Among the entries below, which lines include the string "read"? Show each one.
Data excerpts below:
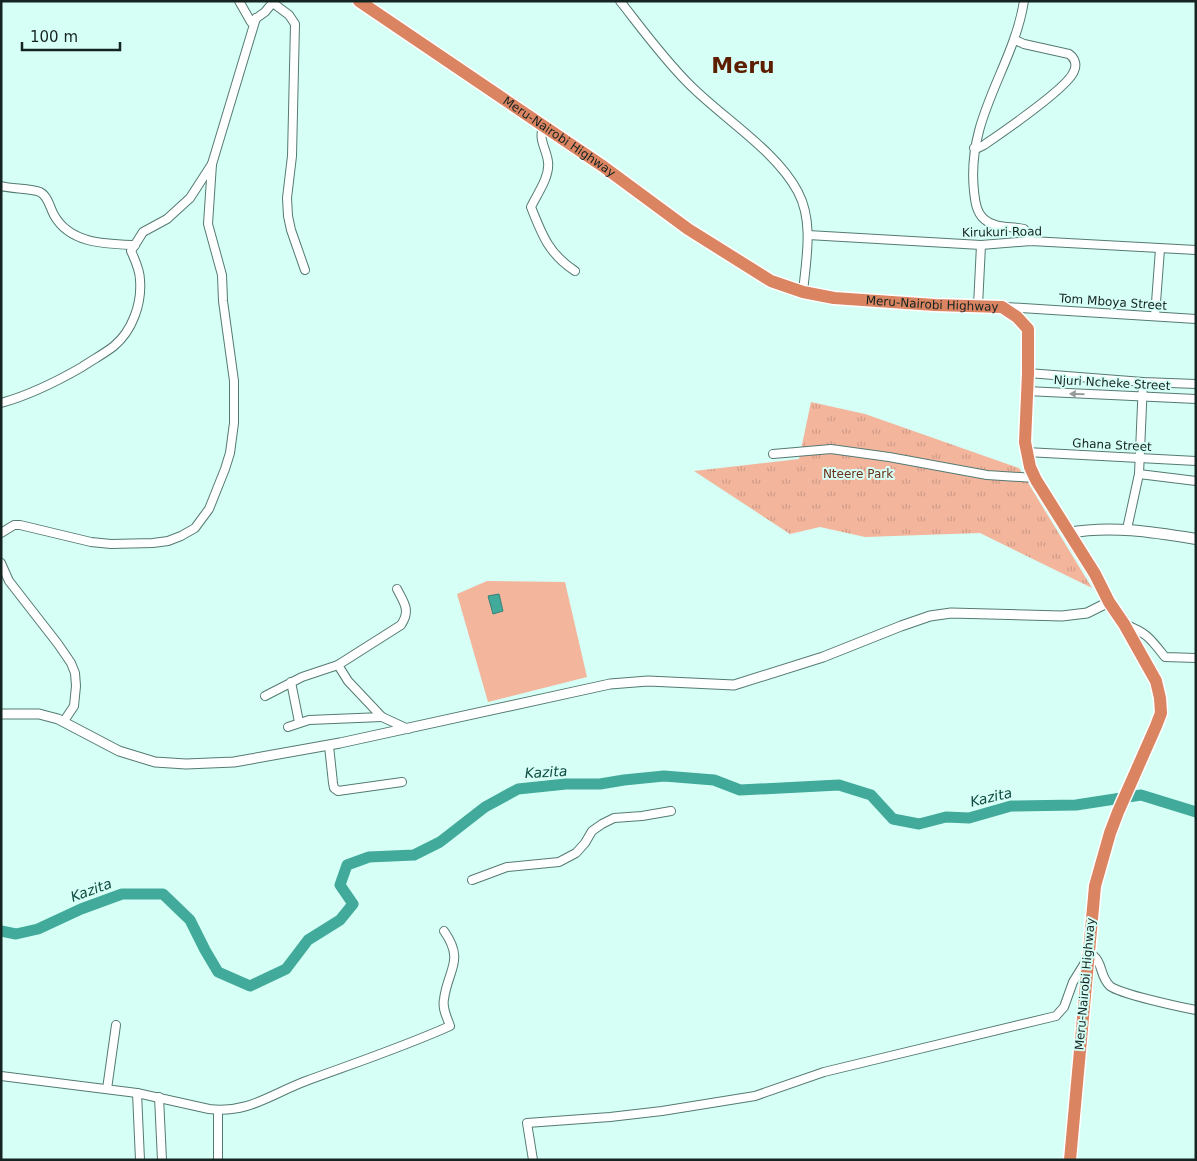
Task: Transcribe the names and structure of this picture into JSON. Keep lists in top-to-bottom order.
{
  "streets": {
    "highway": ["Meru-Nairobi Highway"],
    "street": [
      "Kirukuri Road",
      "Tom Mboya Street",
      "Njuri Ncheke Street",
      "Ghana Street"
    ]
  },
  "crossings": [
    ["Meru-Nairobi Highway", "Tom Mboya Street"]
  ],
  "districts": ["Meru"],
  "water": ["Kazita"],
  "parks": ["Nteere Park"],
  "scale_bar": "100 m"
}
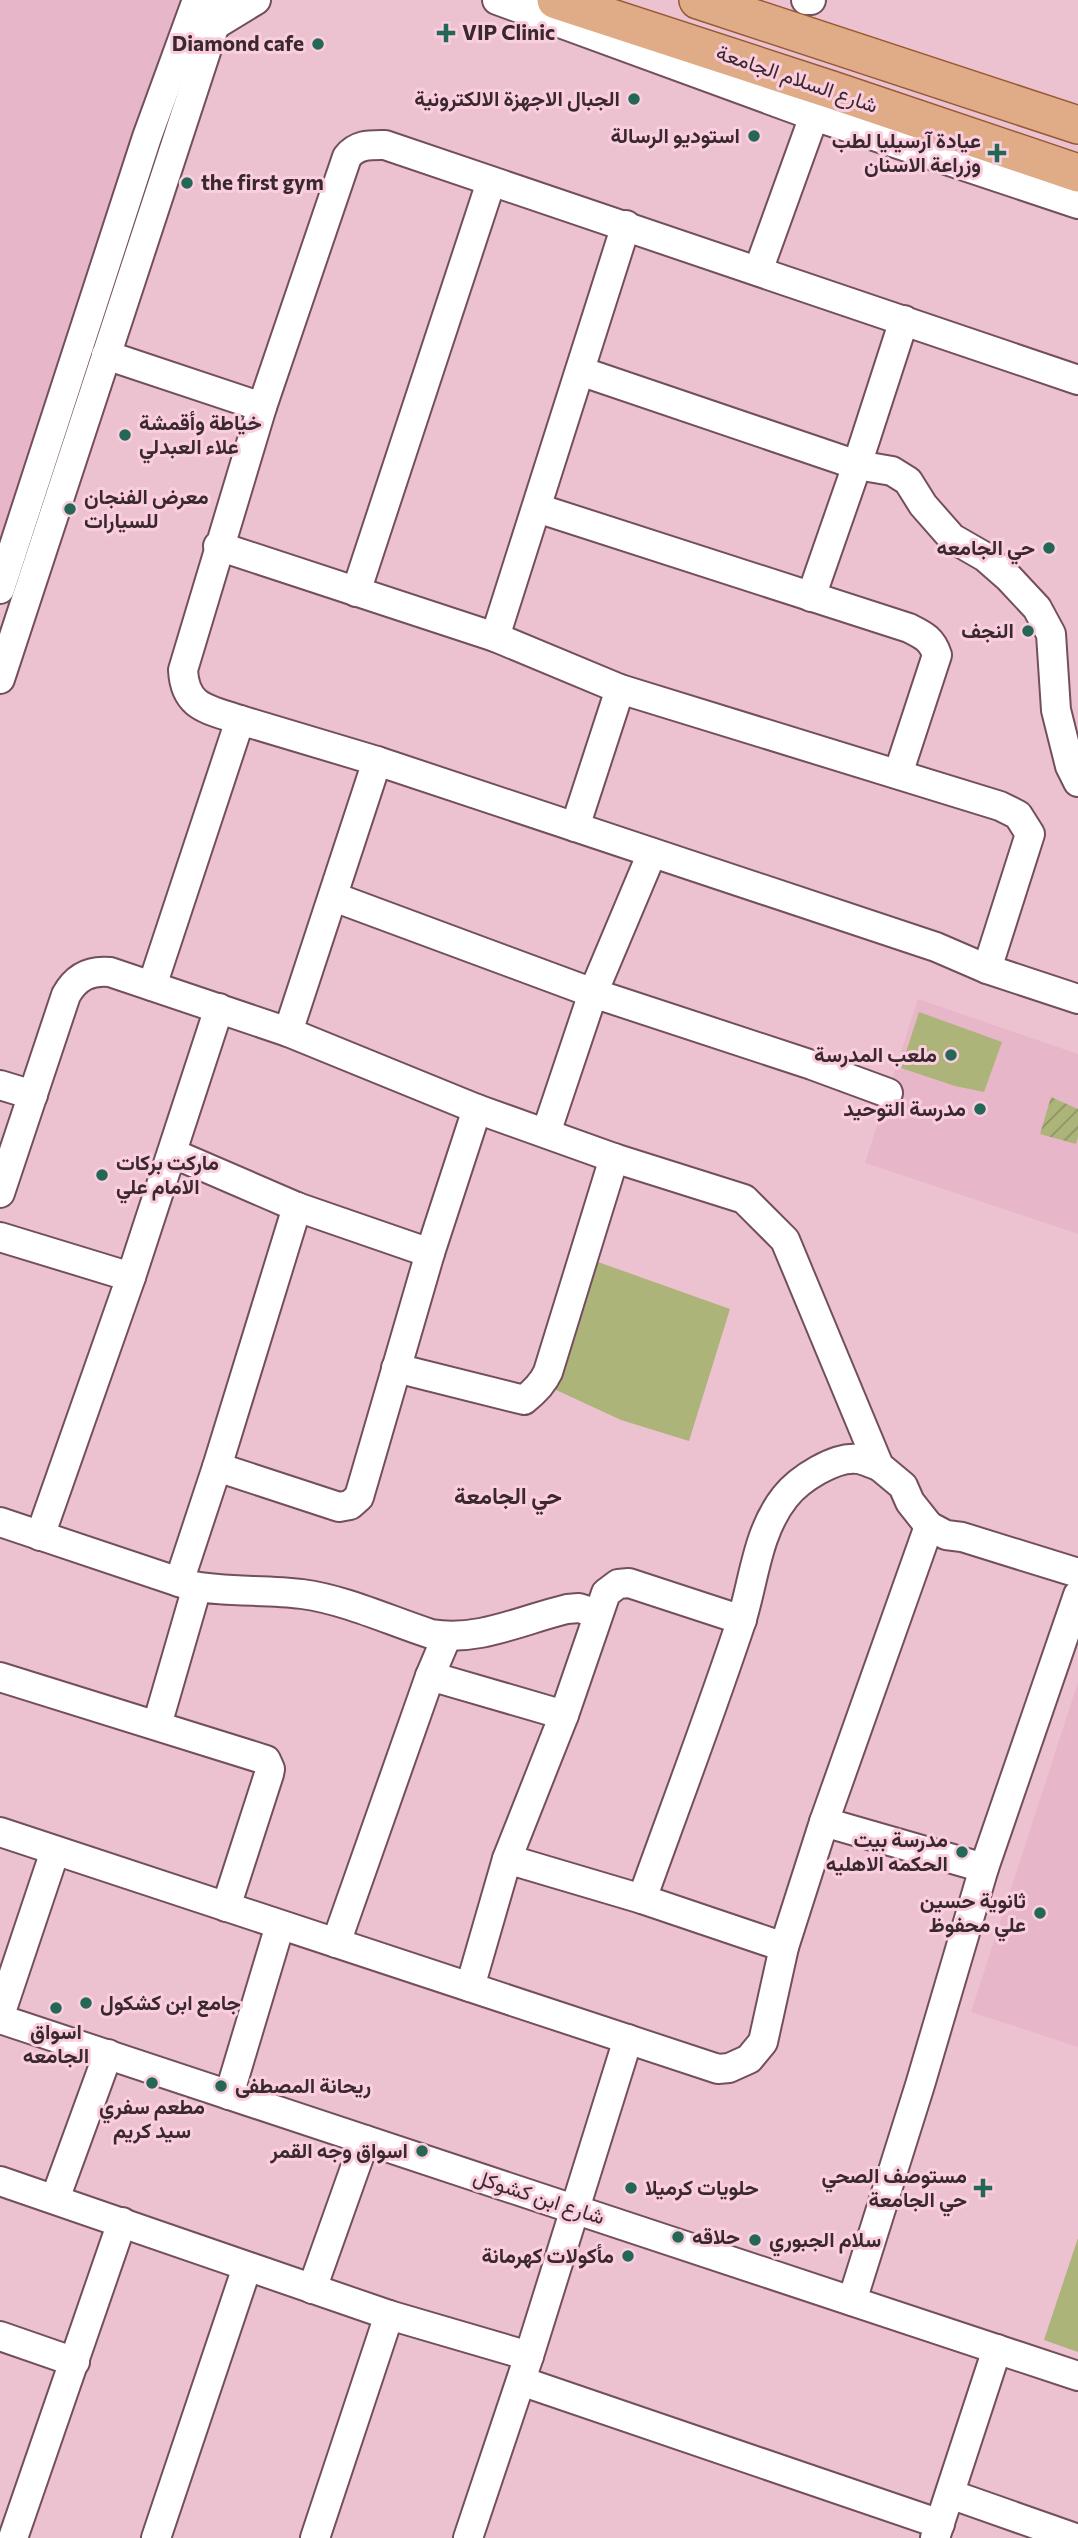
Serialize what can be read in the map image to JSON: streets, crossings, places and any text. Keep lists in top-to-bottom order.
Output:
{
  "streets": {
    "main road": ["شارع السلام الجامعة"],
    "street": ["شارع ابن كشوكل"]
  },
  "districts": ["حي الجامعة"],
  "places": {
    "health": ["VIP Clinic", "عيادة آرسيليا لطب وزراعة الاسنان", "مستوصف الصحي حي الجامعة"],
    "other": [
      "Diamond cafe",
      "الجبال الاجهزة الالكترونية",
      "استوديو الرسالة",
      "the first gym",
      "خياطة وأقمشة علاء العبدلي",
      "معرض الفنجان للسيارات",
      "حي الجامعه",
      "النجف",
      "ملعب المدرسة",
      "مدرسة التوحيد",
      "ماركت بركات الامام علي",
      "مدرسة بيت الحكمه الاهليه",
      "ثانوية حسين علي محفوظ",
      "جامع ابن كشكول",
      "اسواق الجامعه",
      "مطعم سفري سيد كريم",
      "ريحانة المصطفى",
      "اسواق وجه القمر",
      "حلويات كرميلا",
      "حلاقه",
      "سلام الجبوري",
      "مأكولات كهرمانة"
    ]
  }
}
End of Data excerpts.
Data excerpts below:
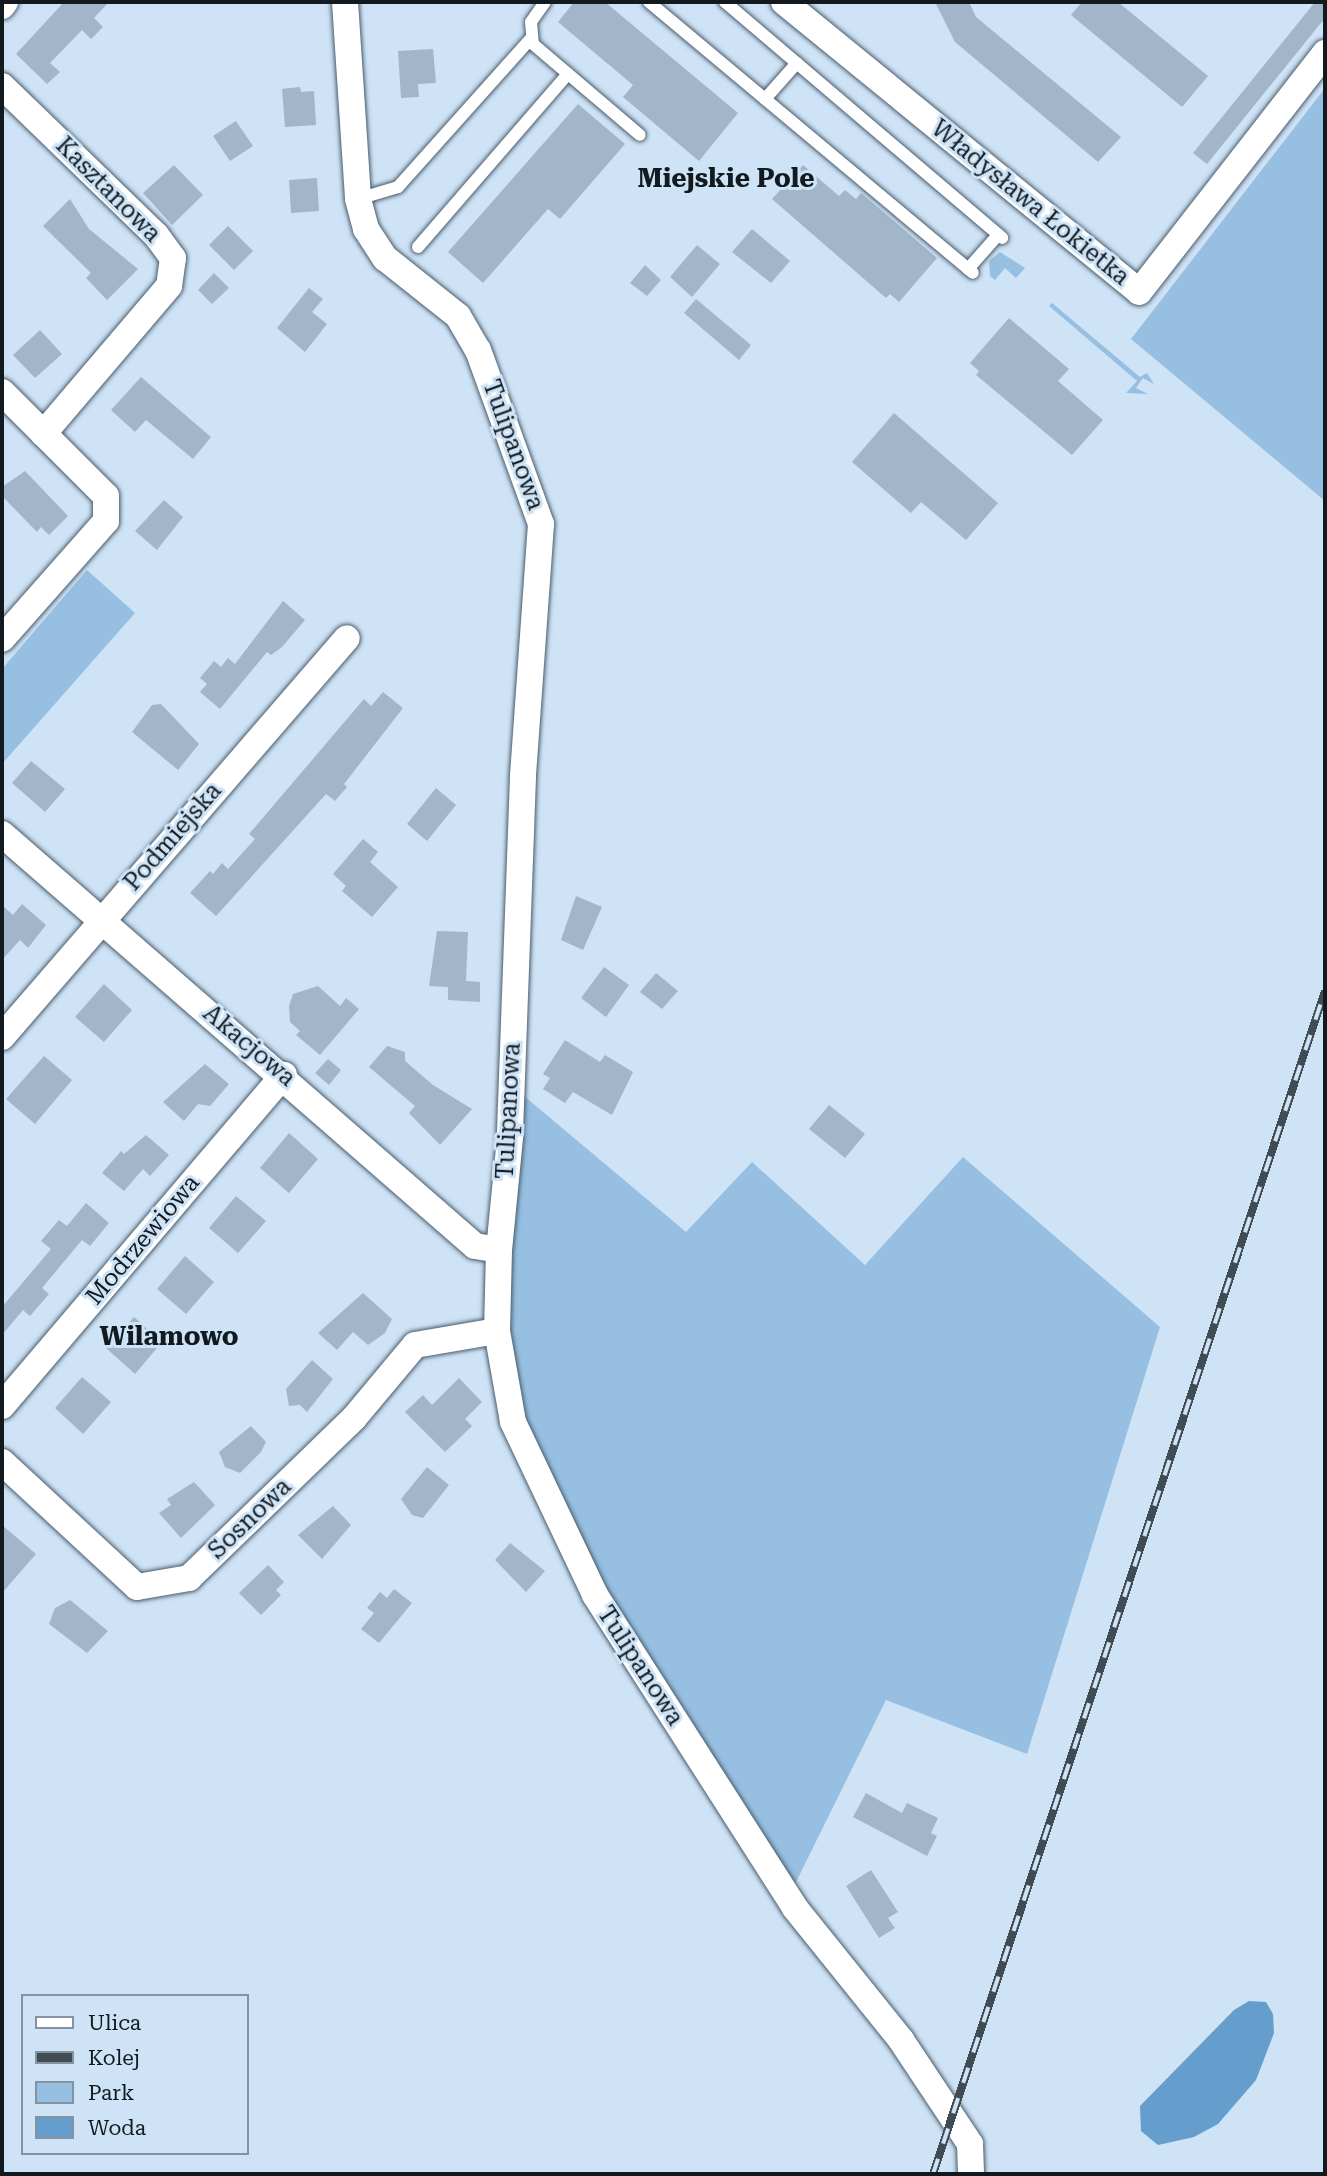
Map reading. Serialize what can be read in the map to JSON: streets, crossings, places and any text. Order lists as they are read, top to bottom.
End of Data excerpts.
■ **Solution below**
Serialize what can be read in the map image to JSON: streets, crossings, places and any text. Keep lists in top-to-bottom order.
Map reading. Serialize what can be read in the map to JSON: streets, crossings, places and any text. Order lists as they are read, top to bottom.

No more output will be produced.